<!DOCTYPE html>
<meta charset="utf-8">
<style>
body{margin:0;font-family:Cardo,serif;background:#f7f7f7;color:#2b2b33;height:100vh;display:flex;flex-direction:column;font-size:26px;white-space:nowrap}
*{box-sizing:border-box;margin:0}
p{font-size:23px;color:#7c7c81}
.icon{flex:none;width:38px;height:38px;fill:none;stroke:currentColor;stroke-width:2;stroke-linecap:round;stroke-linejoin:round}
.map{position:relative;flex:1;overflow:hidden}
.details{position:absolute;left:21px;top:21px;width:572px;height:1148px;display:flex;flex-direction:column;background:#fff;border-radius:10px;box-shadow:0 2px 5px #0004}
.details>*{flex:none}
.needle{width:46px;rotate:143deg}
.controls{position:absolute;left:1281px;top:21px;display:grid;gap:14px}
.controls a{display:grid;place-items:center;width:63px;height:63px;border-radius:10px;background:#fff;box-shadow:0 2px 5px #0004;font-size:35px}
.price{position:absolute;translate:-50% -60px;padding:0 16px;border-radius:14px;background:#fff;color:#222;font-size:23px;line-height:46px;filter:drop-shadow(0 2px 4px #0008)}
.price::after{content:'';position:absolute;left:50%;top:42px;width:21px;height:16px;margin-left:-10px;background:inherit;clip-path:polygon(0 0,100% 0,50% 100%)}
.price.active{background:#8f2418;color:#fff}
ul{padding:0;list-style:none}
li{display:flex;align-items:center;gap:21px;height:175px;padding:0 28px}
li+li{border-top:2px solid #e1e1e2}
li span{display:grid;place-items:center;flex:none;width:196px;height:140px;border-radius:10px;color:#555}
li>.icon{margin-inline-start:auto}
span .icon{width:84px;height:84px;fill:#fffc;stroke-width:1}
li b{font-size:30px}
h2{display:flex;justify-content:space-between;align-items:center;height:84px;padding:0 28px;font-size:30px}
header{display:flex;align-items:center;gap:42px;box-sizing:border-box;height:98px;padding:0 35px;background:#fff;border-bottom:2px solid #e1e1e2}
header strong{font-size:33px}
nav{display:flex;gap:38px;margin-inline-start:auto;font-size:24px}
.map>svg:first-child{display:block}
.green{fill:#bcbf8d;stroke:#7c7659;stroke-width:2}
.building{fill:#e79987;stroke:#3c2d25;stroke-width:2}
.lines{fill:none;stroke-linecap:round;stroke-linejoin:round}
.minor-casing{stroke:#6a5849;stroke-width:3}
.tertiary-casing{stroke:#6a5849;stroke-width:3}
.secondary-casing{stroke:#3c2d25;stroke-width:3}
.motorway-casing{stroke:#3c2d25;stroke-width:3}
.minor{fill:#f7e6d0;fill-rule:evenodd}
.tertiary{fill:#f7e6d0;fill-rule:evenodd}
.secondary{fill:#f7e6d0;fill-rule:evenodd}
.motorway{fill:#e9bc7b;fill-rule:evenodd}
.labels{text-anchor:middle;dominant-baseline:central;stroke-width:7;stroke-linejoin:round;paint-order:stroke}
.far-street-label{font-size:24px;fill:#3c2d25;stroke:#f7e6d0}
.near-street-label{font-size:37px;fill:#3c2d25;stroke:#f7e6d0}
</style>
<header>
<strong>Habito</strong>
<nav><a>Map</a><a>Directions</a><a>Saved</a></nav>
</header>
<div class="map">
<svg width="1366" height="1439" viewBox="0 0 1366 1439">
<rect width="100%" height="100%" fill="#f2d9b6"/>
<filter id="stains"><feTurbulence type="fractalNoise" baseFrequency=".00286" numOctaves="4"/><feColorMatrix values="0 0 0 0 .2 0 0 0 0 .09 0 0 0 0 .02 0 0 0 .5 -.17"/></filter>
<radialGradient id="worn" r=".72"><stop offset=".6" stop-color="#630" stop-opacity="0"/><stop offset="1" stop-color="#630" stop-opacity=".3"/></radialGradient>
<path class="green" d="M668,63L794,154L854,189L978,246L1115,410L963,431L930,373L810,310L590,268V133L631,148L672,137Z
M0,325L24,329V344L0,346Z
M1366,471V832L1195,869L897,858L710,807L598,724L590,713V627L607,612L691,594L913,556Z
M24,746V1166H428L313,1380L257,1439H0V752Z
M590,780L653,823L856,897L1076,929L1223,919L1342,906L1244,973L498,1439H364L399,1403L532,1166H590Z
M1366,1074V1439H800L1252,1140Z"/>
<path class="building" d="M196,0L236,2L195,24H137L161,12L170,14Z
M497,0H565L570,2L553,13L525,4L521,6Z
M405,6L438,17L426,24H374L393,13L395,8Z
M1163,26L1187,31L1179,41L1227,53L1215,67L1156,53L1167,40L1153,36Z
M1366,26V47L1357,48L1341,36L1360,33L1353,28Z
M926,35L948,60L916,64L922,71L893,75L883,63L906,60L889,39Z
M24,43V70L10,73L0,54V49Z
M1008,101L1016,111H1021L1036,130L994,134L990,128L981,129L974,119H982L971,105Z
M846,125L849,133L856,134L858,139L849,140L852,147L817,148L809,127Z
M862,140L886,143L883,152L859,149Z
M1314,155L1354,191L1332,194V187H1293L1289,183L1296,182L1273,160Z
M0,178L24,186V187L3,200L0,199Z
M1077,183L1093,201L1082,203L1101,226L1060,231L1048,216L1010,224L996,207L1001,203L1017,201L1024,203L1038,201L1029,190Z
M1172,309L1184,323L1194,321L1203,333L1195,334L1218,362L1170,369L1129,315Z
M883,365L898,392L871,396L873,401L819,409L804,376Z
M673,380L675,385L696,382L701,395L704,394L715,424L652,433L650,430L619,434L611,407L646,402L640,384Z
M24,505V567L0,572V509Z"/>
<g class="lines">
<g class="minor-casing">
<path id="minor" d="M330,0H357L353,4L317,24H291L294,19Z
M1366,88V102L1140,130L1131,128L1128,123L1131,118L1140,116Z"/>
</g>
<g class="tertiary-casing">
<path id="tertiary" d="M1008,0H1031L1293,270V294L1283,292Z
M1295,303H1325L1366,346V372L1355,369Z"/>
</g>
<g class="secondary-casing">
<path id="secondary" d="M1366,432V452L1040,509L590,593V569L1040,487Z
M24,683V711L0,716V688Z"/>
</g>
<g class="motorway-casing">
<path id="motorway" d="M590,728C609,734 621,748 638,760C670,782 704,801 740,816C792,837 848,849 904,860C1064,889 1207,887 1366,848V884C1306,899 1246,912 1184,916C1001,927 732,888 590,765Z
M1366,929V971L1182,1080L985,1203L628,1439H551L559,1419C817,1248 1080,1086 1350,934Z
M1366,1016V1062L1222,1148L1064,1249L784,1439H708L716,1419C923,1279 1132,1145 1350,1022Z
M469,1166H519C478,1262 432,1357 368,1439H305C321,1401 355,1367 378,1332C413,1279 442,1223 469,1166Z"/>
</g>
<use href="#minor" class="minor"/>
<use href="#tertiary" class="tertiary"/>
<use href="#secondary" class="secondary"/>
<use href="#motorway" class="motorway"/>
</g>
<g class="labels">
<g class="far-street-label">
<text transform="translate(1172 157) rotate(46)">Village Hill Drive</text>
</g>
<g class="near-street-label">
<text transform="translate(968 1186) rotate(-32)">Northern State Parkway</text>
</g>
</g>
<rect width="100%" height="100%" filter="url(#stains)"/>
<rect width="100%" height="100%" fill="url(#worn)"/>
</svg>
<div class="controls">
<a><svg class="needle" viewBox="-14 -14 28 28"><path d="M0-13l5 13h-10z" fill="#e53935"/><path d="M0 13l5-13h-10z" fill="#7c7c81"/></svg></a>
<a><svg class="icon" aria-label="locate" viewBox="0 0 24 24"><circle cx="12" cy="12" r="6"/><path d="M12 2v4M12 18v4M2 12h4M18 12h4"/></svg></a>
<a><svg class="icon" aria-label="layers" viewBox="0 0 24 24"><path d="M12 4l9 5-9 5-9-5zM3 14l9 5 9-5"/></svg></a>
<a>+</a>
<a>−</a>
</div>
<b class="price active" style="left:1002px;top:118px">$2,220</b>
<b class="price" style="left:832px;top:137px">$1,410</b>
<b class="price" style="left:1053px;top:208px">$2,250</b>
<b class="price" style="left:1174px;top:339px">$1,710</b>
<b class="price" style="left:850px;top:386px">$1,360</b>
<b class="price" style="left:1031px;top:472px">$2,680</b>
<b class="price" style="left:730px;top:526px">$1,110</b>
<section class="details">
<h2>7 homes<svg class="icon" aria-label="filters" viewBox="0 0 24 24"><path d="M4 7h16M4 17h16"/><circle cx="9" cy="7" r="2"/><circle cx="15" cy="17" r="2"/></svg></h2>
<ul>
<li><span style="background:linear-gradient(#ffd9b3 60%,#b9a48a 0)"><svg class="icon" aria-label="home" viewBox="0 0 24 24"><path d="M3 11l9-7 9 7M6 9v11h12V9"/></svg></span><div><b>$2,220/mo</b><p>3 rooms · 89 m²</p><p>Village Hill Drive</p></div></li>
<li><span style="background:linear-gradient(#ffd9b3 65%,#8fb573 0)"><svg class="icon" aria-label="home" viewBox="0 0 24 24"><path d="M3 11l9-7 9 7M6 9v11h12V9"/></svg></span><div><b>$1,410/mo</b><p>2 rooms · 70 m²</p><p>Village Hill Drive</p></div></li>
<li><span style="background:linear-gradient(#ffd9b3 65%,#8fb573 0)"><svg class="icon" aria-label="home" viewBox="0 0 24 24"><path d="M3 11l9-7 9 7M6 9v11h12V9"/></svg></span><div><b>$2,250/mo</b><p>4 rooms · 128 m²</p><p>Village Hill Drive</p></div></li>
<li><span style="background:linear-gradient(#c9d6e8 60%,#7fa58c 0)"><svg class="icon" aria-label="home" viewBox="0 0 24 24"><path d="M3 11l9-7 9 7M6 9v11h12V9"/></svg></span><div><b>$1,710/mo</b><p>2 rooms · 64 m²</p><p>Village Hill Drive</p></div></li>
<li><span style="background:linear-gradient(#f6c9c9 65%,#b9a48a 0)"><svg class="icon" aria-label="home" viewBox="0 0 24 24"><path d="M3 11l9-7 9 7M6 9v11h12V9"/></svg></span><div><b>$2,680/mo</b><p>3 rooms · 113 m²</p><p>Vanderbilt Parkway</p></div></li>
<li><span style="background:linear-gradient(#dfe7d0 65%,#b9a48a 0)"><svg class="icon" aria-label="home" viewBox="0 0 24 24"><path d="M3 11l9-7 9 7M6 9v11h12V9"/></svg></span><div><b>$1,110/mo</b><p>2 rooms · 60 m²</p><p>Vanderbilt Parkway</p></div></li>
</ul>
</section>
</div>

# [WHAT IS EXPECTED]
Look through the lines above for "radius". Say how many have it, and give no other words.

# [RESULT FOR THIS EXERCISE]
4